__Exercise details__
Going through the entries below, tally the lines that hold the word "absolute" and state the result alone.

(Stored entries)

____________

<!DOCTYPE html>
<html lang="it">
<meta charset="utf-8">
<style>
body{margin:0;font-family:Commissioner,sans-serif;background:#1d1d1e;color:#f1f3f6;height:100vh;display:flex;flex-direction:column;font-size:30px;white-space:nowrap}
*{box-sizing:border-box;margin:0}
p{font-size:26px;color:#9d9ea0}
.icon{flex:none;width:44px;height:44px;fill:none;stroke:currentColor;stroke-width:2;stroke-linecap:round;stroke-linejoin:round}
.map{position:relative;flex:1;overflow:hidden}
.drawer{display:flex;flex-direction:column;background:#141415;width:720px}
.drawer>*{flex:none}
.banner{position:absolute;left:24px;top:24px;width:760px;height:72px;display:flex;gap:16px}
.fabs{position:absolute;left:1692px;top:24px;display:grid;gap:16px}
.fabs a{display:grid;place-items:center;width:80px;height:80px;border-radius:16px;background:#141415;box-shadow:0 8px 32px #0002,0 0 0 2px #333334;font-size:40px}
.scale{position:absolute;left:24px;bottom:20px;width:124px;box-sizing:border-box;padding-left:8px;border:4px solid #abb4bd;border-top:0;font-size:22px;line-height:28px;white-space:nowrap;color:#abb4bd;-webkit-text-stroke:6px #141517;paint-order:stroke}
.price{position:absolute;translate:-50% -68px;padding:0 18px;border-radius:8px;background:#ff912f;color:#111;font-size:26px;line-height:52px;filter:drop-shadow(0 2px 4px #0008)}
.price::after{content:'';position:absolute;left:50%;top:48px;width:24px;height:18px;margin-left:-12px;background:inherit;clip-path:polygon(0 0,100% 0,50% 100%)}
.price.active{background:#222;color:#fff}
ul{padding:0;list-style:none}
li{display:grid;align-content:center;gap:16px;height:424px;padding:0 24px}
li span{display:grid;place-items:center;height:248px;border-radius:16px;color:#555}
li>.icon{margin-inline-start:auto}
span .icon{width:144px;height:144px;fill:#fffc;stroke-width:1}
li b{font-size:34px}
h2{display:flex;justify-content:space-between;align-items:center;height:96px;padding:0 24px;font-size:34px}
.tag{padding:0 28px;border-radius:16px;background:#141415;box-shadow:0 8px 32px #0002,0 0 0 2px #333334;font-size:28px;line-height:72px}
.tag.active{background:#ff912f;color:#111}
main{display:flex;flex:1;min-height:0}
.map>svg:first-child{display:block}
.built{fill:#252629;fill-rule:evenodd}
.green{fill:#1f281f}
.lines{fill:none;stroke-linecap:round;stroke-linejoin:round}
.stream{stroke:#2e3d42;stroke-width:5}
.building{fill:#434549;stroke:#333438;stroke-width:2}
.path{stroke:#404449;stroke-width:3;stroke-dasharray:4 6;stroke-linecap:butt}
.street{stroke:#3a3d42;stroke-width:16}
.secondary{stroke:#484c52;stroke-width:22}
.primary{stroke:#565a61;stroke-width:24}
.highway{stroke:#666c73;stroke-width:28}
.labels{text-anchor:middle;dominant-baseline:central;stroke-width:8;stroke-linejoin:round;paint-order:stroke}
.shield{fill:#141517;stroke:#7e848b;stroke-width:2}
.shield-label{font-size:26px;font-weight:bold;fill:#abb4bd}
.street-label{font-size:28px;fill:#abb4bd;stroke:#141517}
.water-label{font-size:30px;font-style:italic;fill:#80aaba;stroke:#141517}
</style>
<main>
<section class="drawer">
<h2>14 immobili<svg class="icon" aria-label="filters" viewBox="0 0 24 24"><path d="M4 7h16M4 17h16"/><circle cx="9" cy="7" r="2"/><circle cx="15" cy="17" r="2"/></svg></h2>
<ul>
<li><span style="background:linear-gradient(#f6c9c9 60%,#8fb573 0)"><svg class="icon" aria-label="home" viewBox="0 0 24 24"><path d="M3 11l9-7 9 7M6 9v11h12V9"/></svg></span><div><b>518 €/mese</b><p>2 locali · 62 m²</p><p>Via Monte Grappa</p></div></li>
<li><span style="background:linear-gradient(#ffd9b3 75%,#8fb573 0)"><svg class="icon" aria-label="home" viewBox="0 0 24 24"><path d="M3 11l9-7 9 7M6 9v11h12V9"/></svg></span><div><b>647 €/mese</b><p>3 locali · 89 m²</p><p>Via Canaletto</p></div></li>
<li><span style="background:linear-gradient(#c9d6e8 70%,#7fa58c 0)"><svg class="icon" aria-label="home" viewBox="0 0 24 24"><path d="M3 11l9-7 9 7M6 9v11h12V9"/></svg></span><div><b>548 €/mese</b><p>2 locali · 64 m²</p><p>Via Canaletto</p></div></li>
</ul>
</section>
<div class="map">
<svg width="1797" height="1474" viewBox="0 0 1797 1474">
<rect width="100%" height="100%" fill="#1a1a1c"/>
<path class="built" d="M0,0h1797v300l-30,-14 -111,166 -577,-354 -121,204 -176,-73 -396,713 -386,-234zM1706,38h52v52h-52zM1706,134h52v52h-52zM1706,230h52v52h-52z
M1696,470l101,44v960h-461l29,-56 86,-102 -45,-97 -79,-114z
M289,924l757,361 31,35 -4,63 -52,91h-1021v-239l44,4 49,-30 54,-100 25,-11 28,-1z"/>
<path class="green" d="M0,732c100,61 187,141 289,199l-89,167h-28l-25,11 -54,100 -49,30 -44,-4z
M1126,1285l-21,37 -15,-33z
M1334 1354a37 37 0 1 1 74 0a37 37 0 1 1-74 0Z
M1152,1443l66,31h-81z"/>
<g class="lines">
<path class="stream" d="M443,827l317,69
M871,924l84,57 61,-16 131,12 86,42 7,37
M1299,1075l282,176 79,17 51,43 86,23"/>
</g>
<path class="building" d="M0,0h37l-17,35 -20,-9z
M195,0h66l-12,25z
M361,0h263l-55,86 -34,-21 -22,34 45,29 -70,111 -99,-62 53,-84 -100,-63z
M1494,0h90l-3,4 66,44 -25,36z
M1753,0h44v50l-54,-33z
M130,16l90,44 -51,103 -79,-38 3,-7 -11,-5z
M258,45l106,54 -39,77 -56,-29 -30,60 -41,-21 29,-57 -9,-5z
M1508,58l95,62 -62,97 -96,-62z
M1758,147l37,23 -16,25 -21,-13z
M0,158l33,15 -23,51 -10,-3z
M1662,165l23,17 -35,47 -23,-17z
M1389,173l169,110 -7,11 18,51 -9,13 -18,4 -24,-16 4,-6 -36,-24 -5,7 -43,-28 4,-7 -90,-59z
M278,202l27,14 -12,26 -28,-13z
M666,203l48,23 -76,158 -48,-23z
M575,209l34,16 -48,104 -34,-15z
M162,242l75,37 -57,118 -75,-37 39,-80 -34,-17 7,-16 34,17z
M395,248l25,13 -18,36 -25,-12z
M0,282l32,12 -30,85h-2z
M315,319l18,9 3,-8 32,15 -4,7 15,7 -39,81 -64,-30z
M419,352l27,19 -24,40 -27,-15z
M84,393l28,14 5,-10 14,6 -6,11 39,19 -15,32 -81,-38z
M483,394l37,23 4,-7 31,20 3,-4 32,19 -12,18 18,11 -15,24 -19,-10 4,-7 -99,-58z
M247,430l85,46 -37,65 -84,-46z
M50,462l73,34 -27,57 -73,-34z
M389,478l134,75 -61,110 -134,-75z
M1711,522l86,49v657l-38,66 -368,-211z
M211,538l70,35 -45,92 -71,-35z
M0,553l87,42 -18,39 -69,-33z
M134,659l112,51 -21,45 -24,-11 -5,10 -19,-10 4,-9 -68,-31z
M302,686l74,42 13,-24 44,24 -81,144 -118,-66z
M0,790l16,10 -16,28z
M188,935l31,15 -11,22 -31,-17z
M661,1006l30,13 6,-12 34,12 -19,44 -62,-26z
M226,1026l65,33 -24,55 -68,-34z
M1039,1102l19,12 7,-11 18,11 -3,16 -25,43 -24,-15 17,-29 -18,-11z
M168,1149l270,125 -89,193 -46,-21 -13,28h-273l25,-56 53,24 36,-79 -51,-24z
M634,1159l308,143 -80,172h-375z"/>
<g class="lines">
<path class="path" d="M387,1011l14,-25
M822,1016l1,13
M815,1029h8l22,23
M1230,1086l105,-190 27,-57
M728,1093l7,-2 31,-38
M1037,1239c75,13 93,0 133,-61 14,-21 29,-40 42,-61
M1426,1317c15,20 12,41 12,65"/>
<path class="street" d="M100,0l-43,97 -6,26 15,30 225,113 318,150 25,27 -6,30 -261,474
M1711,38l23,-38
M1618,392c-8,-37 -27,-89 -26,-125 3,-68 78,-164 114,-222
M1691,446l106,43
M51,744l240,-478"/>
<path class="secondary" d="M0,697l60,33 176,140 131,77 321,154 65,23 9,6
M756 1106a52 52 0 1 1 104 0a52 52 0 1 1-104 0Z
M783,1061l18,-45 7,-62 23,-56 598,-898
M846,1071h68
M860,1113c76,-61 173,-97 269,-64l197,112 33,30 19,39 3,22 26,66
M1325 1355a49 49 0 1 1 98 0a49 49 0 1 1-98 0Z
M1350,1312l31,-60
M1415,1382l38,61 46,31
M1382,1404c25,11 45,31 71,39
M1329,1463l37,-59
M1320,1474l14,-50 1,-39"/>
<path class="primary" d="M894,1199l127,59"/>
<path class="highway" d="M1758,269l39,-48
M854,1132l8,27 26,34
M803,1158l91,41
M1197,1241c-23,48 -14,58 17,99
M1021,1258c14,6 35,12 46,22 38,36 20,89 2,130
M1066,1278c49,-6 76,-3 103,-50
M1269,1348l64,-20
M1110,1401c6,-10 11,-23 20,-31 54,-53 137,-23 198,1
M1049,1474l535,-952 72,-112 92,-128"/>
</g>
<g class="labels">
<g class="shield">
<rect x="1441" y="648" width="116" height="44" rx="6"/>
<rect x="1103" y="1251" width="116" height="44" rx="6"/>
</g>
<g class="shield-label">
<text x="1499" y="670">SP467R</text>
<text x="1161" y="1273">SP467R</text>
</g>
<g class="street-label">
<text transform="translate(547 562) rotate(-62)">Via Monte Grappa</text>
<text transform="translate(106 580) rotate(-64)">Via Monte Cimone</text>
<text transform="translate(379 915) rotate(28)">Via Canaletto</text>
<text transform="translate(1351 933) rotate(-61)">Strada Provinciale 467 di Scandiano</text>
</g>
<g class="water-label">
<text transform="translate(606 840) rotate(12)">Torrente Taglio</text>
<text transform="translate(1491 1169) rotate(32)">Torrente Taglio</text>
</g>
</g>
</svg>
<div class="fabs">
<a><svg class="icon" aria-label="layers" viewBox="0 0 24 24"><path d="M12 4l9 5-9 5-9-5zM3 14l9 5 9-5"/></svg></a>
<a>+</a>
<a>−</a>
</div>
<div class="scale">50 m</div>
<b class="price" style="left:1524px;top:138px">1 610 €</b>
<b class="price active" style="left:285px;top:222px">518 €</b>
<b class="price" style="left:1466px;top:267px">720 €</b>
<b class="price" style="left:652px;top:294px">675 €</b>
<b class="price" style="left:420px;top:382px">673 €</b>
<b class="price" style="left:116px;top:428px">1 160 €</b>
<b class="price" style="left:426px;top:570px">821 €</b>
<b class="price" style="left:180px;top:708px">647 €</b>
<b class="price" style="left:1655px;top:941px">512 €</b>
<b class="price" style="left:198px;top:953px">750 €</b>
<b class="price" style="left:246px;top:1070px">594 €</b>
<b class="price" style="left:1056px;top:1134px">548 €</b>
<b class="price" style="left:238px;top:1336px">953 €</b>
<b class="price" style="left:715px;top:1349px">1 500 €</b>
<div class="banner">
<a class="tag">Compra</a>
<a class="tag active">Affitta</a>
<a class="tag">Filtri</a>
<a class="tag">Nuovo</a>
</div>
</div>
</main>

____________

__Task answer__
5